PARIS, FRANCE -- The conductor at Royal Opera of Versailles strode up onto the rostrum baton in hand to attack Beethoven's Fifth, before turning to bow to the audience.

Except there was no one there other than his orchestra.

Such is live music in time of the virus, as governments across the world close down concert halls to try to contain the pandemic.

But for Francois-Xavier Roth and the musicians of Les Siecles orchestra at the beautiful opera house next to the Palace of Versailles near Paris, the show had to go on, Saturday, even if only for the cameras.

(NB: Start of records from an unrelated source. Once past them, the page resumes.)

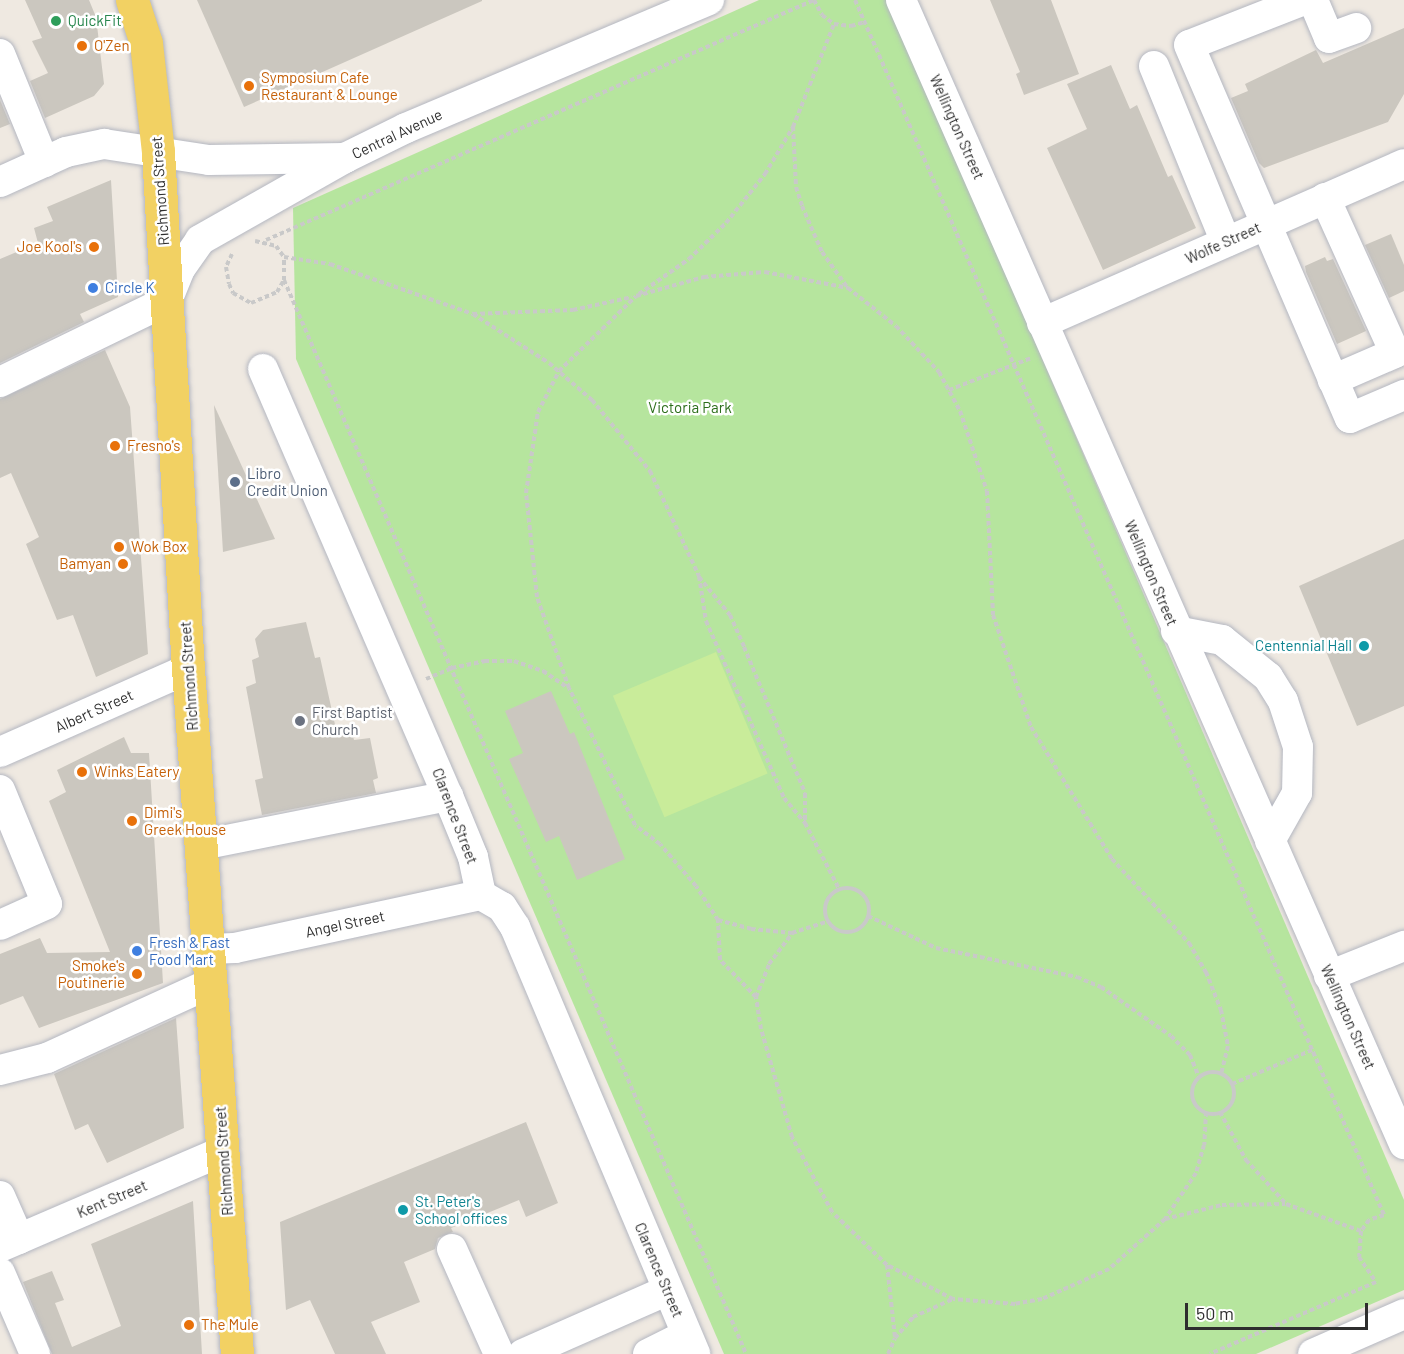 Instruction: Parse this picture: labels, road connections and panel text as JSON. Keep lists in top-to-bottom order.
{
  "streets": {
    "main road": ["Richmond Street"],
    "street": [
      "Wellington Street",
      "Central Avenue",
      "Wolfe Street",
      "Albert Street",
      "Clarence Street",
      "Angel Street",
      "Kent Street"
    ]
  },
  "crossings": [
    ["Wellington Street", "Wolfe Street"],
    ["Central Avenue", "Richmond Street"],
    ["Richmond Street", "Albert Street"],
    ["Richmond Street", "Angel Street"],
    ["Richmond Street", "Kent Street"],
    ["Clarence Street", "Angel Street"]
  ],
  "parks": ["Victoria Park"],
  "places": [
    "QuickFit",
    "O'Zen",
    "Symposium Cafe Restaurant & Lounge",
    "Joe Kool's",
    "Circle K",
    "Fresno's",
    "Libro Credit Union",
    "Wok Box",
    "Bamyan",
    "Centennial Hall",
    "First Baptist Church",
    "Winks Eatery",
    "Dimi's Greek House",
    "Fresh & Fast Food Mart",
    "Smoke's Poutinerie",
    "St. Peter's School offices",
    "The Mule"
  ],
  "scale_bar": "50 m"
}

They were not alone. Many of the world's greatest orchestras and opera houses are also streaming their production free as a consolation to music lovers in these trying times.

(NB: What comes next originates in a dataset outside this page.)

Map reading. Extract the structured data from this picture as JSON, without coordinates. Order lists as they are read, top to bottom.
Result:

Making music has become one of the first and most instinctive responses to the coronavirus and the panic that has spread with it, with Italians singing from their balconies to comfort each other as the country's total lockdown continues.

Tenor Maurizio Marchini serenaded his neighbours from his Florence balcony with Puccini's "Nessun Dorma", and another impromptu performance by soprano Laura Baldassari from the window of her Milan apartment also went viral.

But faced with what could be prolonged closure, venues like Versailles are turning to streaming while performers left to twiddle their thumbs are finding creative ways to keep up the connection with their public and make new fans.

Sitting room recitals

The Russian-German pianist Igor Levit has been giving daily recitals to his 60,000 Twitter followers under the banner "No Fear", and sharing encouraging messages and morale-boosting quotations.

The American mezzo-soprano Joyce DiDonato gave a live recital Sunday from her sitting room with the Polish tenor Piotr Beczala on Instagram and Facebook.

In between extracts of Massenet's "Werther", she appealed for her audiences to donate to theatres and orchestra hit by the crisis.

The French violinist Renaud Capucon tweeted a video of himself playing Dvorak using the NomadPlay application, which allows musicians to be accompanied by a whole virtual orchestra.

New York's Metropolitan Opera will start replaying its productions free on its site from Monday.

"We'd like to provide some grand opera solace to opera lovers in these extraordinarily difficult times," its general manager Peter Gelb said.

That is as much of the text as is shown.